Required work |
All lines containing the string "linecap" must be copied from the entries.

Dataset entries |
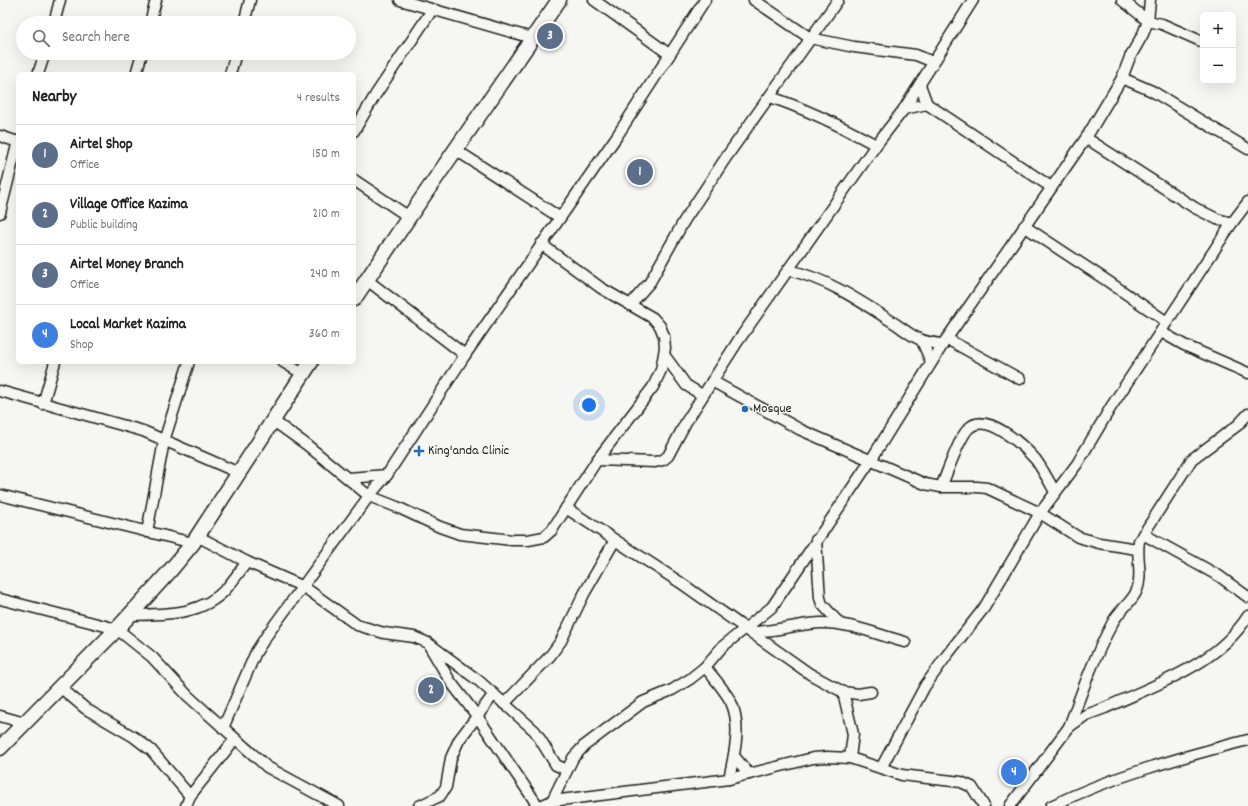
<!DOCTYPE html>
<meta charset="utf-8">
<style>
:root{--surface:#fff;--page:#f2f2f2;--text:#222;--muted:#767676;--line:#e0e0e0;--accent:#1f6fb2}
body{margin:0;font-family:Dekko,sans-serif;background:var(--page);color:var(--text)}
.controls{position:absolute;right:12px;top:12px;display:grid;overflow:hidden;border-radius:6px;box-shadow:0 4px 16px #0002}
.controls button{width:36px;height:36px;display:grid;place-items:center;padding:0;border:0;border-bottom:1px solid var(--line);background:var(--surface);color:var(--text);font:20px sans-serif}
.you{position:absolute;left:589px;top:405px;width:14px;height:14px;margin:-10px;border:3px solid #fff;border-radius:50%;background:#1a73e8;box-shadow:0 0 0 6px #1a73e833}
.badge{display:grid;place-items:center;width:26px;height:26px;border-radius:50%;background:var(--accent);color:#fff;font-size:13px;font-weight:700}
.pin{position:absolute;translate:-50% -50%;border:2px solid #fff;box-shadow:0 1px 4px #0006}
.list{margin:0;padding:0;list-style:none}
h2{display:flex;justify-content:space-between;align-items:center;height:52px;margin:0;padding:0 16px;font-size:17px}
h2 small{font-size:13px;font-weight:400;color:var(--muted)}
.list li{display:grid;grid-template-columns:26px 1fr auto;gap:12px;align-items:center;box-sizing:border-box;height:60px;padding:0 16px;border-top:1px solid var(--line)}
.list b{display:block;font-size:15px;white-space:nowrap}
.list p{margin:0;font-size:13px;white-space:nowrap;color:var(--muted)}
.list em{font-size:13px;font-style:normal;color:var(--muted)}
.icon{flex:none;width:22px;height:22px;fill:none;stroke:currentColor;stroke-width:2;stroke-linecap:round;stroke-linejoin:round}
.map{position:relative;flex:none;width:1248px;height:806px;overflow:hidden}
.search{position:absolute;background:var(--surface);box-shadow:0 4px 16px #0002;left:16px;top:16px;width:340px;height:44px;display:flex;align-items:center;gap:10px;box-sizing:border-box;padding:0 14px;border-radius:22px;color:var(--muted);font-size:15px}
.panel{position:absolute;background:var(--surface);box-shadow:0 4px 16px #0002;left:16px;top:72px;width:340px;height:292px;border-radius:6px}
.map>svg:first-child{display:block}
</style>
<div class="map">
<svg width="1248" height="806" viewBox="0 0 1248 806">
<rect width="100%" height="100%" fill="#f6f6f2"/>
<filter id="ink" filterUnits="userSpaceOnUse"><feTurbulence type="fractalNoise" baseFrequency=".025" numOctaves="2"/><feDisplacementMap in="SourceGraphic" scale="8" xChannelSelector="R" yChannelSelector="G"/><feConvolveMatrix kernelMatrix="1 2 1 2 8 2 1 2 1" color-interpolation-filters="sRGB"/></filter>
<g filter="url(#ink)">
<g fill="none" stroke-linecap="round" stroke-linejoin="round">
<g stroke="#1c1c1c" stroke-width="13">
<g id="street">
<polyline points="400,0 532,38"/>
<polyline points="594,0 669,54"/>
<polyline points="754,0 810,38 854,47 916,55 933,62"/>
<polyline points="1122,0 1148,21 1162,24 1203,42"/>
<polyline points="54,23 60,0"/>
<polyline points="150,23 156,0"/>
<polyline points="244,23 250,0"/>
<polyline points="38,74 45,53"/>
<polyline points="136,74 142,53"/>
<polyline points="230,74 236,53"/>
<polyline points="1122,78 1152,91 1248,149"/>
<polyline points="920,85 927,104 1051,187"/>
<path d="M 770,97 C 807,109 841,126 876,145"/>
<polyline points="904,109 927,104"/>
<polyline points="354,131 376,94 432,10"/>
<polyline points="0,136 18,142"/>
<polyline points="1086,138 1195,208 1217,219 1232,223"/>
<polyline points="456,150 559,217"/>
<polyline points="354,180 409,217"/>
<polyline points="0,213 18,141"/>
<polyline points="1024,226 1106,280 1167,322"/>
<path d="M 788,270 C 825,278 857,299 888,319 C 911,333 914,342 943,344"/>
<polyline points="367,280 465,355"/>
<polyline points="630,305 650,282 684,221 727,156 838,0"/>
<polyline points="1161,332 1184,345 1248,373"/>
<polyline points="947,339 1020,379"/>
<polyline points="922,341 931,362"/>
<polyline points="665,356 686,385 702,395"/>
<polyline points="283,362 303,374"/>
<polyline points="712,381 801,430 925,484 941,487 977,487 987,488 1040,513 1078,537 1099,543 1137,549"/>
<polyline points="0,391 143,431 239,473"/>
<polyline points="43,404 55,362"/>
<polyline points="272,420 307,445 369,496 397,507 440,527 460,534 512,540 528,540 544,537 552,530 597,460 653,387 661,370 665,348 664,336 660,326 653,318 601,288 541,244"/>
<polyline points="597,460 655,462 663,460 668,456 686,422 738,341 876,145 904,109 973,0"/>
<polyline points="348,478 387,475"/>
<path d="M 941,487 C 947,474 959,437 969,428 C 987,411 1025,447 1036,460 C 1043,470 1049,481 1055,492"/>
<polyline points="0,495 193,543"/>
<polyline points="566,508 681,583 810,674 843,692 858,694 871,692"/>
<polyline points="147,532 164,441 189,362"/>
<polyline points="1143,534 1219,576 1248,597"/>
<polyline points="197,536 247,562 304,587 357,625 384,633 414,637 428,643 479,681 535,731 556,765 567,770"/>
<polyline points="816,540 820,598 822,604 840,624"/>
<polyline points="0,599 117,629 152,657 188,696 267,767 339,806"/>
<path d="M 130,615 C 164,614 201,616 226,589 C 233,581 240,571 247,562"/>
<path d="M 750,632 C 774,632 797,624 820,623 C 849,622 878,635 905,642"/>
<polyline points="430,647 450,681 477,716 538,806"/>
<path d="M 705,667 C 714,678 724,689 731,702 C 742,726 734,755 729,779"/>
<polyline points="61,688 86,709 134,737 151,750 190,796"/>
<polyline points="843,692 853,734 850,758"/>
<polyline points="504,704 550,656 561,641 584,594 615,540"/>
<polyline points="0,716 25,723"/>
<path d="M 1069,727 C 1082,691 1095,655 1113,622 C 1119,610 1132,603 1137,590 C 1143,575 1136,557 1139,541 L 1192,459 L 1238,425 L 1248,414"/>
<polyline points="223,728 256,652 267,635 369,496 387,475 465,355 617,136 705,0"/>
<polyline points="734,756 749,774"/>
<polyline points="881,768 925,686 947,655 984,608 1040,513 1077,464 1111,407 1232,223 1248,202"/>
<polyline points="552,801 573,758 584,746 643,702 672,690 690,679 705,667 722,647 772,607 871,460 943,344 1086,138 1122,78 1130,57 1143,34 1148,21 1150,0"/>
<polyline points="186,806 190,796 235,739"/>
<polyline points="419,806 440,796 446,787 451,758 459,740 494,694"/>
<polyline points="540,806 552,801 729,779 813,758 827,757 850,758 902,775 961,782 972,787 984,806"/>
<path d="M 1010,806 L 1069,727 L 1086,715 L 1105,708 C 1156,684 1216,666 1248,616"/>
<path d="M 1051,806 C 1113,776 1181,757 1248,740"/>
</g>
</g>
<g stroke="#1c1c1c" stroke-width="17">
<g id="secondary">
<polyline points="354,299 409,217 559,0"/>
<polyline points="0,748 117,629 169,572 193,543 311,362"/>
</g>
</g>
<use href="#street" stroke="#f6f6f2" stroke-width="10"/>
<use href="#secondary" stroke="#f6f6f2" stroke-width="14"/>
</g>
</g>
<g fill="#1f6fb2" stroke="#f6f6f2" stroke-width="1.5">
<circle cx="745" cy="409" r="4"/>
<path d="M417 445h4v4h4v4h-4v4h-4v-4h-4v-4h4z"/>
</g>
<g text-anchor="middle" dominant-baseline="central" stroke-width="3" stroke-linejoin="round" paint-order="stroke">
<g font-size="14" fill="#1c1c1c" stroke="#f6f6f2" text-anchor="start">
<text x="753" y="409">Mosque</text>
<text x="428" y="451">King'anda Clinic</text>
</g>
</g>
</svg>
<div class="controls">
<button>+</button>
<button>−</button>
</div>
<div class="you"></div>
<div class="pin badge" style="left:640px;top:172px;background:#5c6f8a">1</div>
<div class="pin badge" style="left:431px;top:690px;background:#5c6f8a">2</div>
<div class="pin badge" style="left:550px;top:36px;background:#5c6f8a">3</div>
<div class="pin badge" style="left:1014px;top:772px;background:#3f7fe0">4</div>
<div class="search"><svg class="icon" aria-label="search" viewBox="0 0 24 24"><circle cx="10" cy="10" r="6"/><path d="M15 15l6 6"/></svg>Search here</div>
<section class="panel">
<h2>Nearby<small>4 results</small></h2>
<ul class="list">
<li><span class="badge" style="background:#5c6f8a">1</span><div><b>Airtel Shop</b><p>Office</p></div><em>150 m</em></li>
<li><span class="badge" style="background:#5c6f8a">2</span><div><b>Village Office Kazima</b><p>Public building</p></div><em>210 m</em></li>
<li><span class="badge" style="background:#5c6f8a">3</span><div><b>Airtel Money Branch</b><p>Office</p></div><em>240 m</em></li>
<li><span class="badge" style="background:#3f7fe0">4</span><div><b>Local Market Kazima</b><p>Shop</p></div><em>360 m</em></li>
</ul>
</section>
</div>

Solution to this problem |
.icon{flex:none;width:22px;height:22px;fill:none;stroke:currentColor;stroke-width:2;stroke-linecap:round;stroke-linejoin:round}
<g fill="none" stroke-linecap="round" stroke-linejoin="round">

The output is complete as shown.